Exercise details :: Every line in the data below that has the word "green" should be returned.

----- Provided information

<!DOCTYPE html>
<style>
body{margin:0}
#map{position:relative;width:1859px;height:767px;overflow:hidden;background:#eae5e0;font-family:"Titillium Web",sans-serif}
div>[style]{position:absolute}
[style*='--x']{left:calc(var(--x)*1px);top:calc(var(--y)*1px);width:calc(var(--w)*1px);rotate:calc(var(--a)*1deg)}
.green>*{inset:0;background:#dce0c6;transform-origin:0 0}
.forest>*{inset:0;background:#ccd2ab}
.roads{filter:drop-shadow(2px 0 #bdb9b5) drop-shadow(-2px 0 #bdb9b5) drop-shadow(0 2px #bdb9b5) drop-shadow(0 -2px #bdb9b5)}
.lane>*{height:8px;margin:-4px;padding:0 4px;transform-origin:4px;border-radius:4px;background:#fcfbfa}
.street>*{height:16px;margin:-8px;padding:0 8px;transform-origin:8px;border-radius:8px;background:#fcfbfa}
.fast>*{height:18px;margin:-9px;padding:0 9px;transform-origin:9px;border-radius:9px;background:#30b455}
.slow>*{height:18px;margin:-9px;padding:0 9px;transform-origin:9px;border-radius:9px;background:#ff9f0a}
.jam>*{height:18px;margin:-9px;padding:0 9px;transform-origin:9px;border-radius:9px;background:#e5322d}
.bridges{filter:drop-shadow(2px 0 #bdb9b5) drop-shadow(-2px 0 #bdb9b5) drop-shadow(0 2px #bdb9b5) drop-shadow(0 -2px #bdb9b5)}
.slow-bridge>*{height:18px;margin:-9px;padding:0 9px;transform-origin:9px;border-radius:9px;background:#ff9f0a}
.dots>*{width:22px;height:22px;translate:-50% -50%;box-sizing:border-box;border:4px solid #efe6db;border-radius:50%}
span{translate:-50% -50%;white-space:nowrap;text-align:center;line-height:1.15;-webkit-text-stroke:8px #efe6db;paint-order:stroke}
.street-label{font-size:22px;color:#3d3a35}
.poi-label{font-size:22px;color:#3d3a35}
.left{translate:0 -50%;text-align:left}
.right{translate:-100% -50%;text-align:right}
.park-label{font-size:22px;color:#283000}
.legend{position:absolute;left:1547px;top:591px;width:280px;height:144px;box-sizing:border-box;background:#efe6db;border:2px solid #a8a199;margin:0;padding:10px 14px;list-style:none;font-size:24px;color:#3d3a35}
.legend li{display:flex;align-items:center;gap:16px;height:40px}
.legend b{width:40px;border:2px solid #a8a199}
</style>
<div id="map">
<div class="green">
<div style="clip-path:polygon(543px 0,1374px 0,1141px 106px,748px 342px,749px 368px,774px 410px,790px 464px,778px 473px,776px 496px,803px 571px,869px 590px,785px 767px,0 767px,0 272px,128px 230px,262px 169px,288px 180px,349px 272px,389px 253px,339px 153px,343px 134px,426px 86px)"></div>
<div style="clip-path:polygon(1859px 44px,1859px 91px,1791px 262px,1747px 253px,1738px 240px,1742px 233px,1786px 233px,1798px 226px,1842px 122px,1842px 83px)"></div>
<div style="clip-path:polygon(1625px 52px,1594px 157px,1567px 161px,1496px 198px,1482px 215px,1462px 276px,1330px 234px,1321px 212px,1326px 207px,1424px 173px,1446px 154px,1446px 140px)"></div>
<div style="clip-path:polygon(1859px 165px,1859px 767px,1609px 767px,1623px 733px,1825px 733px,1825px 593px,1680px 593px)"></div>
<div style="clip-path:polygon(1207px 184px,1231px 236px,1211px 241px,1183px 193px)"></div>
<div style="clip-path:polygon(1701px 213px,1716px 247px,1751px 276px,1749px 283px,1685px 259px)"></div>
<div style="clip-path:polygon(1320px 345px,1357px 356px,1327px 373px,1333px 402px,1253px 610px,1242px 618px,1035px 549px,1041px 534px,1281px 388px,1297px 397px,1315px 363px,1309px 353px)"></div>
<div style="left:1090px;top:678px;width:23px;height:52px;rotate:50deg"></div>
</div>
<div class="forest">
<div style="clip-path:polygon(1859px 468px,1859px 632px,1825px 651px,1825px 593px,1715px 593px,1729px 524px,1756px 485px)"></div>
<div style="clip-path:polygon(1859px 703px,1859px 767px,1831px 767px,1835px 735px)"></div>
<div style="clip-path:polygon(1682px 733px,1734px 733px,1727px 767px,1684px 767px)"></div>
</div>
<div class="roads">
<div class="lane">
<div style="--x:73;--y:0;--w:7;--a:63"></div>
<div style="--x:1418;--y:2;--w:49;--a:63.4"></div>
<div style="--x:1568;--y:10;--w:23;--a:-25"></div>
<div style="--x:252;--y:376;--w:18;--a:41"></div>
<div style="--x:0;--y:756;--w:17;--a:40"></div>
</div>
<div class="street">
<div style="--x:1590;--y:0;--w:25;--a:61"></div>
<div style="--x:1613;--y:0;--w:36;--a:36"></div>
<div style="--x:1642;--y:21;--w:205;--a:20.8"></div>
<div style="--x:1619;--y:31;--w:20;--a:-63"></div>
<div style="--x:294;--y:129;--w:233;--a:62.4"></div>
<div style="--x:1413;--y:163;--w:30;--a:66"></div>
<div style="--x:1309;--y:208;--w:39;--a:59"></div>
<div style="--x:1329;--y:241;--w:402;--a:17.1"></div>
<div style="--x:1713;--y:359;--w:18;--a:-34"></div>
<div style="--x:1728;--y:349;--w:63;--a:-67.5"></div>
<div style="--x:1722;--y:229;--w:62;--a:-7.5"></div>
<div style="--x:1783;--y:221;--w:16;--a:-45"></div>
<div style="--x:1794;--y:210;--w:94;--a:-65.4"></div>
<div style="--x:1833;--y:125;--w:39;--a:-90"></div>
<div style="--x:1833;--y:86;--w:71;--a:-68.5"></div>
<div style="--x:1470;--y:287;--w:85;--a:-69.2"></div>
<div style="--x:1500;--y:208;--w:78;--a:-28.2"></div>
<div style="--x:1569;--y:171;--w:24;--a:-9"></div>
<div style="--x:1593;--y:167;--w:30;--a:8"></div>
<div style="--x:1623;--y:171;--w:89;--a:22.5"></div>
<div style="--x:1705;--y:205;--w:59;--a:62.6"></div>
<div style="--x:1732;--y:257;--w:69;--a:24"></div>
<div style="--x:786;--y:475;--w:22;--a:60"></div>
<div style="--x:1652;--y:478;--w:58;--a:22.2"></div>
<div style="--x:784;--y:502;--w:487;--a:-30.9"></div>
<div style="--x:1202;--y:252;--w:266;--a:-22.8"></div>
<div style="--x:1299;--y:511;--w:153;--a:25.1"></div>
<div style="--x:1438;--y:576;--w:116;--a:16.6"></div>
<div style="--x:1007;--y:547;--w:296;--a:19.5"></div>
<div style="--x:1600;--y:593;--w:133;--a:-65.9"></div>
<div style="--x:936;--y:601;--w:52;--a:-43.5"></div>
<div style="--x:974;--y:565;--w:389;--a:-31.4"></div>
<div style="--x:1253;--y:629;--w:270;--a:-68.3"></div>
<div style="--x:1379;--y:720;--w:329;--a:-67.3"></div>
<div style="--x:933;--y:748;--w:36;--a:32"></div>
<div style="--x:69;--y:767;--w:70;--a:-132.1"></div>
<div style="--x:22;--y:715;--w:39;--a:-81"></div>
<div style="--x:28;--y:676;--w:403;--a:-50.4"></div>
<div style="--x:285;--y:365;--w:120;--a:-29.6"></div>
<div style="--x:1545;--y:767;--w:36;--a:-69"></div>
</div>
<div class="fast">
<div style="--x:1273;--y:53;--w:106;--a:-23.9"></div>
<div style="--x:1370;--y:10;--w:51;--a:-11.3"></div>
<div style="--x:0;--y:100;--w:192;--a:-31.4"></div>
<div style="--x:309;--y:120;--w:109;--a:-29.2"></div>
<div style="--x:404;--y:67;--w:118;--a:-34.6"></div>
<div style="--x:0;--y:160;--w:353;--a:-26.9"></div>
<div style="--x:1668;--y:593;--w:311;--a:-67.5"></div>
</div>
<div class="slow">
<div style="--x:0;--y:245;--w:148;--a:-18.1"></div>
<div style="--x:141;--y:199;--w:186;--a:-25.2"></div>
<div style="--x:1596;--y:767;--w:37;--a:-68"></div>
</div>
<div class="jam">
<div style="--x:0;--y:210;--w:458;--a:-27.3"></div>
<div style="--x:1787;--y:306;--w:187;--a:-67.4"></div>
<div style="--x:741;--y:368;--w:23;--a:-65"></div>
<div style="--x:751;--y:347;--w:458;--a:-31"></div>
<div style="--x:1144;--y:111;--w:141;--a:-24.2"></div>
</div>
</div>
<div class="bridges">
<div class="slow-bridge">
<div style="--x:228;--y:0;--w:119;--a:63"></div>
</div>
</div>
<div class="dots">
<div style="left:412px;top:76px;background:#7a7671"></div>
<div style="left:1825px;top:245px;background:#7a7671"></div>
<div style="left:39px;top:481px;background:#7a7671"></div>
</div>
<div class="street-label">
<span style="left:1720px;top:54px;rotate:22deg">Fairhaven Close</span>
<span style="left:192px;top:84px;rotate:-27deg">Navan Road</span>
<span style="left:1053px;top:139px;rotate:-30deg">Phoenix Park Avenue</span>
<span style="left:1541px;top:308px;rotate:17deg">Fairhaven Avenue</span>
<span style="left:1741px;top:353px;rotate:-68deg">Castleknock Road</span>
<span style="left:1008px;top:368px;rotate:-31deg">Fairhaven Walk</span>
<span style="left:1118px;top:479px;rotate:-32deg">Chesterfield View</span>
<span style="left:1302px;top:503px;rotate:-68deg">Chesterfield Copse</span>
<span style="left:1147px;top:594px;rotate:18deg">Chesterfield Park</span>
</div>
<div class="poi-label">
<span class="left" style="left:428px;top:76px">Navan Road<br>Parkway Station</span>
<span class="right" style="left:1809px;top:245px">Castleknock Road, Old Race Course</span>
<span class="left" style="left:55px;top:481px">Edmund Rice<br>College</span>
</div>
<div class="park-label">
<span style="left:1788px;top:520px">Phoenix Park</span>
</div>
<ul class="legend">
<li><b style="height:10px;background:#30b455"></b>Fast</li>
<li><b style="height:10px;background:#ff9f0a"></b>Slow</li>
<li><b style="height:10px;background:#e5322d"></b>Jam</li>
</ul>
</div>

----------

Task solution ::
.green>*{inset:0;background:#dce0c6;transform-origin:0 0}
<div class="green">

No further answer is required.